*TASK BRIEF*:
Your answer should be every line of the records that contains the word "linecap".

*TASK MATERIAL*:
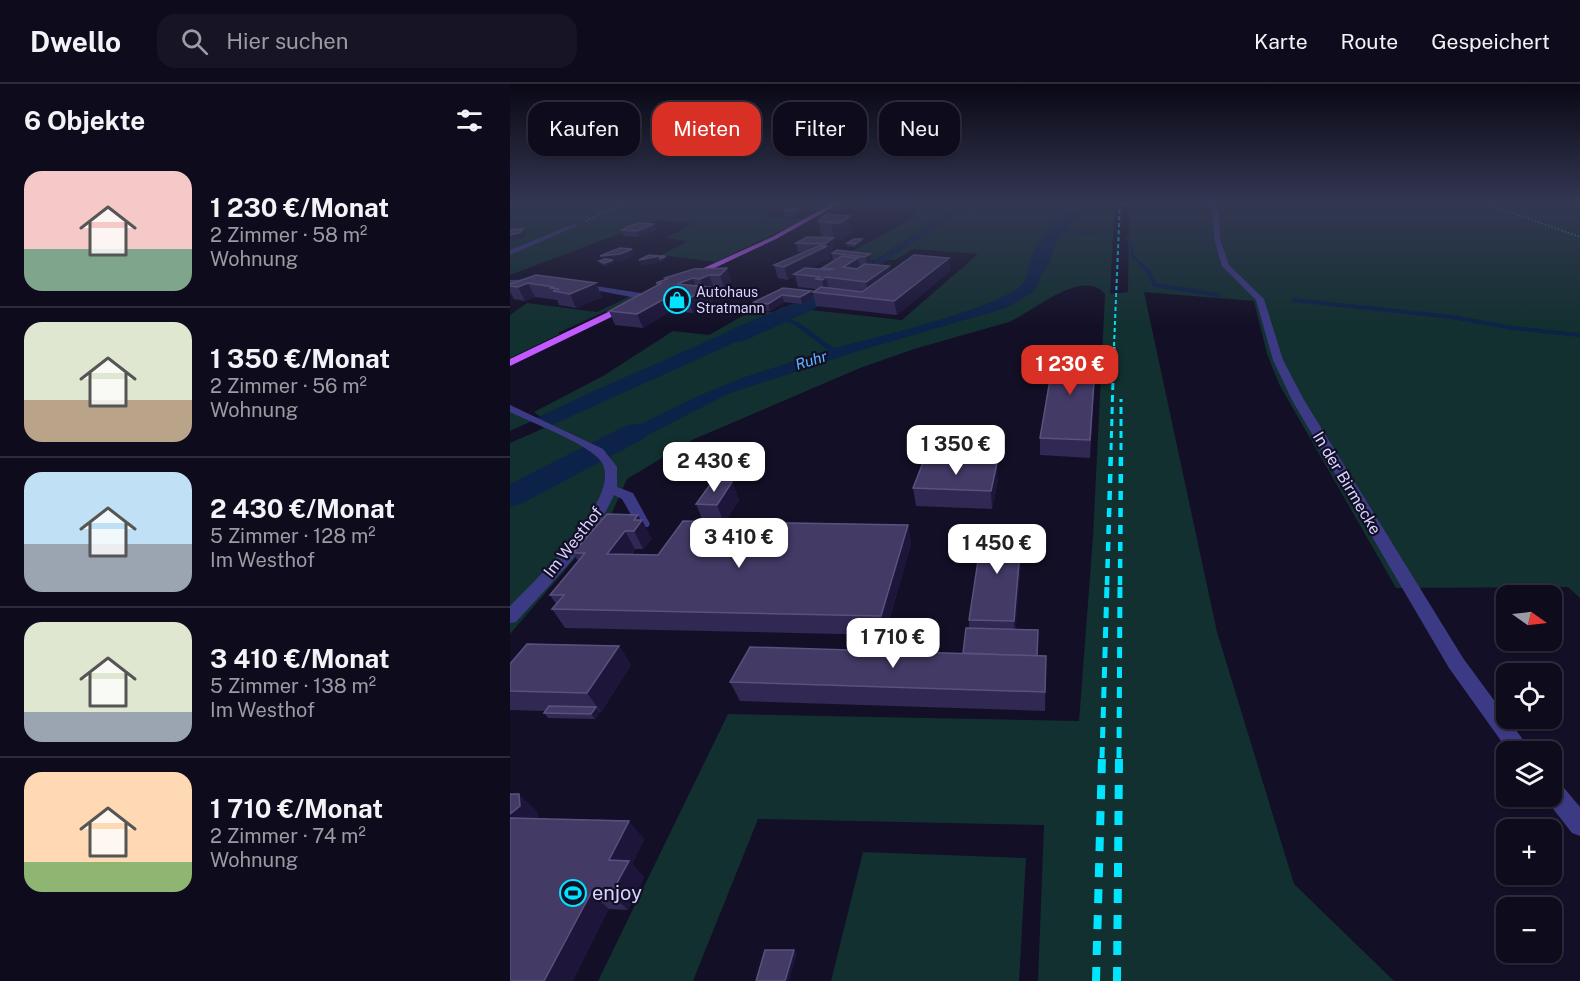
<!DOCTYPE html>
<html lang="de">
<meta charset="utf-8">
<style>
body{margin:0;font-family:"Public Sans",sans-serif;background:#171425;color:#f1f3f6;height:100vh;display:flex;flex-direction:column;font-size:22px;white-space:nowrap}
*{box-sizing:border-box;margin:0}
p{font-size:20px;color:#9b9ba3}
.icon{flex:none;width:33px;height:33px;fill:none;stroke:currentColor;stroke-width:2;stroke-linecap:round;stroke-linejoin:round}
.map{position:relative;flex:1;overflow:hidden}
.side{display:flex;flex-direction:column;background:#0e0b1c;width:510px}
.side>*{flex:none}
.banner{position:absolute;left:18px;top:18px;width:570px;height:54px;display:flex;gap:12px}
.needle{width:39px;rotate:104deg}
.buttons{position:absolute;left:986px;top:501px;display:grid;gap:12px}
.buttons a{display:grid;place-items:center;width:66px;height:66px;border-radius:12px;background:#0e0b1c;box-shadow:0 2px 4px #0004,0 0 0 2px #2e2b3b;font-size:30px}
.price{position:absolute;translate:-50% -51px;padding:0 14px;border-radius:12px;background:#fff;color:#222;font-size:20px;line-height:39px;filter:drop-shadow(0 2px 3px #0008)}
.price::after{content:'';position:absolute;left:50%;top:36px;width:18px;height:14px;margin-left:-9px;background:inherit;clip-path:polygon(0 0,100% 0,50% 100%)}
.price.current{background:#d93025;color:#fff}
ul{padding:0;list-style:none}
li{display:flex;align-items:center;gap:18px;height:150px;padding:0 24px}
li+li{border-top:2px solid #2e2b3b}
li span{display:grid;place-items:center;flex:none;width:168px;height:120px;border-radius:18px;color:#555}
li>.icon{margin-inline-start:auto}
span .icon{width:72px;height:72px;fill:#fffc;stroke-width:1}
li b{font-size:26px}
h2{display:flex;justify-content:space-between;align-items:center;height:72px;padding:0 24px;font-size:26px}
.chip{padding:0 21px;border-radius:18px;background:#0e0b1c;box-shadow:0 2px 4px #0004,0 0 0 2px #2e2b3b;font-size:21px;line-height:54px}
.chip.current{background:#d93025;color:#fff}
header{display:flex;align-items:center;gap:36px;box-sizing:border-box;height:84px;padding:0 30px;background:#0e0b1c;border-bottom:2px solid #2e2b3b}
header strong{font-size:28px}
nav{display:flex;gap:33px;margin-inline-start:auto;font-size:21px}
.search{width:420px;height:54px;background:#171425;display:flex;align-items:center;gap:15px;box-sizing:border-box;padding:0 21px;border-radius:18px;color:#9b9ba3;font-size:22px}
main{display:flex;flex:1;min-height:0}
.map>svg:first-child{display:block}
.green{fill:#12302f}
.water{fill:#0c2248}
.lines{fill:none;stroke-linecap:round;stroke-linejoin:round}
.stream-far1{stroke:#0c2248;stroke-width:3}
.stream{stroke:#0c2248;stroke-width:4}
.river{fill:#0c2248;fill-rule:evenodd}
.path{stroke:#2fb8b0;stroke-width:1.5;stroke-dasharray:1.5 2;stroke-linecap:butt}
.minor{fill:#3d3a85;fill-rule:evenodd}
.major{fill:#c25bff;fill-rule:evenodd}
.rail-far4{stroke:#00e5ff;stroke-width:2;stroke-dasharray:4 3;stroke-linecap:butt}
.rail-far3{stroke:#00e5ff;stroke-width:3;stroke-dasharray:7 5;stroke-linecap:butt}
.rail-far2{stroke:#00e5ff;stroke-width:4.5;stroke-dasharray:9 8;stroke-linecap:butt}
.rail-far1{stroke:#00e5ff;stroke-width:5;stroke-dasharray:11 9;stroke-linecap:butt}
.rail{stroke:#00e5ff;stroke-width:8;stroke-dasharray:14 12;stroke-linecap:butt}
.wall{fill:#312854}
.shaded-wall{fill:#1d163a}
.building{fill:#433a66;stroke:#5a527e;stroke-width:1.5}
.labels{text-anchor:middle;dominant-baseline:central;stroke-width:4.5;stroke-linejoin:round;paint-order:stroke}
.far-poi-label{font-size:14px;fill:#d9d4ff;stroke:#130f26;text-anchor:start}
.far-water-label{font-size:15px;font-style:italic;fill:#62b6ff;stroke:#130f26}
.street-label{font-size:16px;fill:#d9d4ff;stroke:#130f26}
.near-poi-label{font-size:20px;fill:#d9d4ff;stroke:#130f26;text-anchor:start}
</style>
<header>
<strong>Dwello</strong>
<div class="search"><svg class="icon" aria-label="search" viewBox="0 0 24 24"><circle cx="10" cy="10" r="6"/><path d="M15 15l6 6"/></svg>Hier suchen</div>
<nav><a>Karte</a><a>Route</a><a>Gespeichert</a></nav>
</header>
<main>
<section class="side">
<h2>6 Objekte<svg class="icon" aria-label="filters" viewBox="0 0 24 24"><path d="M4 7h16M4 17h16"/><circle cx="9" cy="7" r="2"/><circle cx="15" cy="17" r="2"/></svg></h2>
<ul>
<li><span style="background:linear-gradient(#f6c9c9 65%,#7fa58c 0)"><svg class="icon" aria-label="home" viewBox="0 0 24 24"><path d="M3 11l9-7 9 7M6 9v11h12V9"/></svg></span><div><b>1 230 €/Monat</b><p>2 Zimmer · 58 m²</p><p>Wohnung</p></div></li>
<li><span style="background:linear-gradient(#dfe7d0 65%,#b9a48a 0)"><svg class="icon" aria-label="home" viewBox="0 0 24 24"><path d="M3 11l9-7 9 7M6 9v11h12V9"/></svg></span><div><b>1 350 €/Monat</b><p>2 Zimmer · 56 m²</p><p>Wohnung</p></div></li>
<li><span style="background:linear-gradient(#bfe0f5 60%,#9aa5b1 0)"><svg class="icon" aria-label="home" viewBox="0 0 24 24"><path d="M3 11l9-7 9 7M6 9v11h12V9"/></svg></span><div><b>2 430 €/Monat</b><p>5 Zimmer · 128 m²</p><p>Im Westhof</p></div></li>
<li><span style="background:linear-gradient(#dfe7d0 75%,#9aa5b1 0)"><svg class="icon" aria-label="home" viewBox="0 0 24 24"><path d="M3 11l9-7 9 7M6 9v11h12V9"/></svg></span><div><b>3 410 €/Monat</b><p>5 Zimmer · 138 m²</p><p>Im Westhof</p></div></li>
<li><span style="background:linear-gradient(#ffd9b3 75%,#8fb573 0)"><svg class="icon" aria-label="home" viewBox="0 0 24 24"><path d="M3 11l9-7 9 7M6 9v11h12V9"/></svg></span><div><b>1 710 €/Monat</b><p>2 Zimmer · 74 m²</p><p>Wohnung</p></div></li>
</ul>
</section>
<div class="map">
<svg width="1070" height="897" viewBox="0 0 1070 897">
<rect width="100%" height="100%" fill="#130f26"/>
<g class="green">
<path d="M0,118H271L258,126L256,133L294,135L206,178L151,171L178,157L155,154L184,139L146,136L0,191Z"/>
<path d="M418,118H478L434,131L365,176L330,174L401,135Z"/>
<path d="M493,118H565L548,136L514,198L528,197L542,172L546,157L579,118H605L600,210L618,208L619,118H1070V514L1058,503L886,504L769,300L757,270L744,217L634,208L707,548L784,800L884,897H528L534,741L248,735L183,897H88L218,630L569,637L583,453L595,210C572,183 523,228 499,238L404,265L350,284L182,356L117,395L99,435L0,550V422L79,381L64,373L0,403V359L34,344L22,337L0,347V327L45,344L24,328L93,292L163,247L199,251L243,226L263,228L273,223L392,236L468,170L404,165L385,176H376L445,131Z"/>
<path d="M123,211L124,214L48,249L50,250L0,274V231L17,219L87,228Z"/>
<path d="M353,768L516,774L509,897H321Z"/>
</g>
<g class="water">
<path d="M478,118H493L445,131L365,184L356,183L434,131Z"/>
<path d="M565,118H579L546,157L542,172L527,198H530L522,209L496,224L345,268L218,310L101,370L86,362L186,313L232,294L318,266L283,240L272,237L42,341L27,334L75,311L220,247L264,231L288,238L324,264C358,255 497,223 514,198C519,189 519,176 524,167C532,148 551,133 565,118Z"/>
<path d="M64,373L80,381L0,422V403Z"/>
</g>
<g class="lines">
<g class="stream-far1">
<path d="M549,146L590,151"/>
<path d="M617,153L622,161V172L632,181"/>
</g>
<g class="stream">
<path d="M630,180L638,187L645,201L709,211"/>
<path d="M784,216L942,233L1003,244L1070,251"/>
</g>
<g class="river">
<path d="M344,188L351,190L353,194L351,198L310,222L236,256L228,258L220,256L217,251L220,246L296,214Z"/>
<path d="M125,340L135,342L139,348L135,354L11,420L0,423V400L115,342Z"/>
</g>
<g class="path">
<path d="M972,118L1070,153"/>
<path d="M670,120L673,118"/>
<path d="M76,137L119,118"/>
</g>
<g class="minor">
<path d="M695,118H701L709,128L710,155L719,181L754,215L773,276L794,316L953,574L1022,668H999L939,584L782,316L763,276L746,216L712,182L704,155L703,128Z"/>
<path d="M64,140L69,141L0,171V166Z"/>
<path d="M30,195L31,197L27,199L0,200V196Z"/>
<path d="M66,199L137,210L141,213L137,216L69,203H66Z"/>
<path d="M0,321L93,365L107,383V403L123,409L140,440L138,443H128L112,415L104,411C82,460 42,498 6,538L0,539V522C22,499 118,410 90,376C76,359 22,339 0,328Z"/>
<path d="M1041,695L1049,698L1070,723V752L1062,749L1033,712H1041Z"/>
</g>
<g class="major">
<path d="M325,118H332L266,155L181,195L174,193L262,153Z"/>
<path d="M119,218L123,221L122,223L0,282V275Z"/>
</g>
<path class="rail-far4" d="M604,262L610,118"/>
<g class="rail-far3">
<path d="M601,366L604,260"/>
<path d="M611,366V315"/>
</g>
<g class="rail-far2">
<path d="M597,501L601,365"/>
<path d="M610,501L611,365"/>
</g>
<g class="rail-far1">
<path d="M592,674L597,499"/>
<path d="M609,674L610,499"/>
</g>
<g class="rail">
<path d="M586,897L592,673"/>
<path d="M607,897L609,673"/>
</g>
</g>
<g class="wall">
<path d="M346,118H398V120L393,124L346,123Z"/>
<path d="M289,124L291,130L285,133H275L273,127Z"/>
<path d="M317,130L342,148L333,155L323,156L325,163L318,168L320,174L300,184L313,186L312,184L323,177L322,169L360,170L362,179L360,180L380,188L439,174L440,187L387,231L306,222L303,208L307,205L288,203L285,192L278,196L268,194L264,181L293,168H288L286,159L312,154L308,137L312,135V133Z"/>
<path d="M116,143L146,146L129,153L114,152L112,146L116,144Z"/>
<path d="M353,158L346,163L337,162V159Z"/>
<path d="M122,165L125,171L112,177H104V179L96,182L91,180L89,177Z"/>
<path d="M217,184L221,197L214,204H204L200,206L203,216L183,229L161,227L133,244L105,241L99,227L147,201L146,199L155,195V194Z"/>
<path d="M26,191L86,199L92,213L66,224L49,221L47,216L25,213L15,217L4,215L0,208V200Z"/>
<path d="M273,204L302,214L292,220L274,218L260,227L246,226L244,218Z"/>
<path d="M586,268L580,374L530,371V354Z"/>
<path d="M488,397L482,425L406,422L403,404Z"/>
<path d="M222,398L229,416L215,438L398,441L401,460L375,551L55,544L42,525L46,520L40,511L68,477L63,469L128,431L142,455L133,465H125L122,470L148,471L193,437L186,420Z"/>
<path d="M512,444V463L505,545L528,572H536L535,627L230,617L220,598L453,569L459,544V536Z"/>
<path d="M109,562L121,581L91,628H90L85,635L38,634L34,629L35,627L0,626V580Z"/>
<path d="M28,728V734L134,755L122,780L134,793L118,826L99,825L0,897Z"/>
</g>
<g class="shaded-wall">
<path d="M392,118H398V120L393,124Z"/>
<path d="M289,124L291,130L285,133L284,127Z"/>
<path d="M340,132L342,148L333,155L324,156L321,139Z"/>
<path d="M144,140L146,146L129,153L127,147Z"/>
<path d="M13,145L16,151L14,154L2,157L0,151Z"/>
<path d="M323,154L325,163L318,168L320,174L288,190H284L285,192L278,196L274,183L316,163L315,160Z"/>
<path d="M352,155L353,158L346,163L345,160Z"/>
<path d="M122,165L125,171L112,177H104V179L96,182L95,179L93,178L90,172Z"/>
<path d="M360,170L362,179L357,182L355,173Z"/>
<path d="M149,172H156L157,175L151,178L132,182L129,176Z"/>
<path d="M348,174L351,186L335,196L333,183Z"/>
<path d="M439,174L440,187L387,231L384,217Z"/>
<path d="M379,182L381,195L359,211L356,198Z"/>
<path d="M217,184L221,197L214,204L210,191Z"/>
<path d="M199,191L204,204L200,206L203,216L183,229L178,215L194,206L190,195Z"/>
<path d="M316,193L319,207L315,209L312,196Z"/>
<path d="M183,194L187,207L167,200Z"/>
<path d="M18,199L25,213L15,217L8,203Z"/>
<path d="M86,199L92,213L66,224L60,210Z"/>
<path d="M301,207L302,214L292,220L290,213Z"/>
<path d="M272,211L274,218L260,227L258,220Z"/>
<path d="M156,214L161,227L133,244L127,230Z"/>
<path d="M487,379L488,397L482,425L481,407Z"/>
<path d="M222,398L229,416L214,439L207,421Z"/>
<path d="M128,431L131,437L132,436L142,455L133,465L124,447V436Z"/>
<path d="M398,441L401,460L375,551L371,532Z"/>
<path d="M512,444V463L505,556L504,537Z"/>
<path d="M115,447L125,465L107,488L97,470Z"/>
<path d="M109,562L121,581L91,628L77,609Z"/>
<path d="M536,572V591L535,627V608Z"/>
<path d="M86,623L90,628L85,635L81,630Z"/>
<path d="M9,710L28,728L29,740L0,738V730Z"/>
<path d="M119,737L134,755L122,780L134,793L118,826L101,810L99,776Z"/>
<path d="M81,809L99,825L63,897H34Z"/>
<path d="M284,866L287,870L279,897H275Z"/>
</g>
<g class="building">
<path d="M279,124H289L284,127H273Z"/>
<path d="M317,130L340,132L330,139H321L308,137L314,133H312Z"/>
<path d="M130,139L144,140L127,147L112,146L118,143H116Z"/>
<path d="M13,145L11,148L0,151L1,146Z"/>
<path d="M297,153L323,154L315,160L286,159Z"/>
<path d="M344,155H352L345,160L337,159Z"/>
<path d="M309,162H317L274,183L264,181Z"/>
<path d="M110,164L122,165L110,170L90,172Z"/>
<path d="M327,166L360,170L355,173L322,169Z"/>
<path d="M139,171L149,172L129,176Z"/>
<path d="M404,171L439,174L384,217L303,208L311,203L352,208Z"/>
<path d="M147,172H156L150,175L149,172Z"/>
<path d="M332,172L348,174L333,183L347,185L355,180L379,182L356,198L316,193L312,196L306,195L310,193L284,190L295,184L321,186L323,185L312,184Z"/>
<path d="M95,175L103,176L95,179L89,177Z"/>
<path d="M217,184L210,191H199L190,195L183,194L167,200L199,203L178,215L156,214L127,230L99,227L152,199H146L157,195L155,194L184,185Z"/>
<path d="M26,191L86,199L60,210L43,207L49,205L41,204L43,203L18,199L8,203L0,202V200Z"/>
<path d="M273,204L301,207L290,213L272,211L258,220L244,218Z"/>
<path d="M545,266L586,268L580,356L530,354Z"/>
<path d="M414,376L487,379L481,407L403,404Z"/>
<path d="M202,398H222L207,421L186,420Z"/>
<path d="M97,430L128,431L124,436H132L124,447H115L97,470L148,471L173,437L398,441L371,532L42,525L54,511H40L75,469H63Z"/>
<path d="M473,444H512L504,537L459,536Z"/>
<path d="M456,544L528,546L527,572L453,569Z"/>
<path d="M17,560L109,562L77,609L0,607V580Z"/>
<path d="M240,563L536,572L535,608L220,598Z"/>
<path d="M39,622L86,623L81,630L34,629Z"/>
<path d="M0,710H9L10,722L0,730Z"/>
<path d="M0,734L119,737L99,776L119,777L101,810L81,809L34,897H0Z"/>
<path d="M255,866H284L275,897H246Z"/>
</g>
<linearGradient id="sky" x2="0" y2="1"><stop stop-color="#0a0815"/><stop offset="0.49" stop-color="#333752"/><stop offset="1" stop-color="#333752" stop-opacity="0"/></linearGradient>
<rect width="1070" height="243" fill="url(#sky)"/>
<defs>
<symbol id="shop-ring" viewBox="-11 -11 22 22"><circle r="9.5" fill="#130f26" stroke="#00e5ff" stroke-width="1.5"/><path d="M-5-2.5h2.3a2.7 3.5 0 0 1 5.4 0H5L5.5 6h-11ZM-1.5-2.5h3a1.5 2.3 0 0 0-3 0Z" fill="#00e5ff"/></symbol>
<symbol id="stadium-ring" viewBox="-11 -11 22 22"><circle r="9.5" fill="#130f26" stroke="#00e5ff" stroke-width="1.5"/><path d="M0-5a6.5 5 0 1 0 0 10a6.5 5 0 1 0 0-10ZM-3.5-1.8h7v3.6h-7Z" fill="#00e5ff"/></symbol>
</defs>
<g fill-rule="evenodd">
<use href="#shop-ring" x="152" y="201" width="30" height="30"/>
<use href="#stadium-ring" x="48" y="794" width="30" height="30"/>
</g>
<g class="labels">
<g class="far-poi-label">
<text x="186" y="208">Autohaus<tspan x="186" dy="16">Stratmann</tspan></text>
</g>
<g class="far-water-label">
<text transform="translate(301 276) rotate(-17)">Ruhr</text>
</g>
<g class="street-label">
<text transform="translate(837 399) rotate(59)">In der Birmecke</text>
<text transform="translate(63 458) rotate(-52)">Im Westhof</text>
</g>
<g class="near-poi-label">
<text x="82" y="809">enjoy</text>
</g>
</g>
</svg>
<div class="buttons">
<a><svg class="needle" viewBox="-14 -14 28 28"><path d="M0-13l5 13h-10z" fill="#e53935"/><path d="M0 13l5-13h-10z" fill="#9b9ba3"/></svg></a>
<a><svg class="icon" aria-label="locate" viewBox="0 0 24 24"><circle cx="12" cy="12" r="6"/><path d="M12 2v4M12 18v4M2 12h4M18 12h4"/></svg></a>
<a><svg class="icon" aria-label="layers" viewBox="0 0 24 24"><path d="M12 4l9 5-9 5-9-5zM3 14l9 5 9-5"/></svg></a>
<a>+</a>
<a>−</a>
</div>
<b class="price current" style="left:560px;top:312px">1 230 €</b>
<b class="price" style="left:446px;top:392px">1 350 €</b>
<b class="price" style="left:204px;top:409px">2 430 €</b>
<b class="price" style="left:229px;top:485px">3 410 €</b>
<b class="price" style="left:487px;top:491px">1 450 €</b>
<b class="price" style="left:383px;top:585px">1 710 €</b>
<div class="banner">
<a class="chip">Kaufen</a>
<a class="chip current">Mieten</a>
<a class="chip">Filter</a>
<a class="chip">Neu</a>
</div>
</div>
</main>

*ANSWER SPACE*:
.icon{flex:none;width:33px;height:33px;fill:none;stroke:currentColor;stroke-width:2;stroke-linecap:round;stroke-linejoin:round}
.lines{fill:none;stroke-linecap:round;stroke-linejoin:round}
.path{stroke:#2fb8b0;stroke-width:1.5;stroke-dasharray:1.5 2;stroke-linecap:butt}
.rail-far4{stroke:#00e5ff;stroke-width:2;stroke-dasharray:4 3;stroke-linecap:butt}
.rail-far3{stroke:#00e5ff;stroke-width:3;stroke-dasharray:7 5;stroke-linecap:butt}
.rail-far2{stroke:#00e5ff;stroke-width:4.5;stroke-dasharray:9 8;stroke-linecap:butt}
.rail-far1{stroke:#00e5ff;stroke-width:5;stroke-dasharray:11 9;stroke-linecap:butt}
.rail{stroke:#00e5ff;stroke-width:8;stroke-dasharray:14 12;stroke-linecap:butt}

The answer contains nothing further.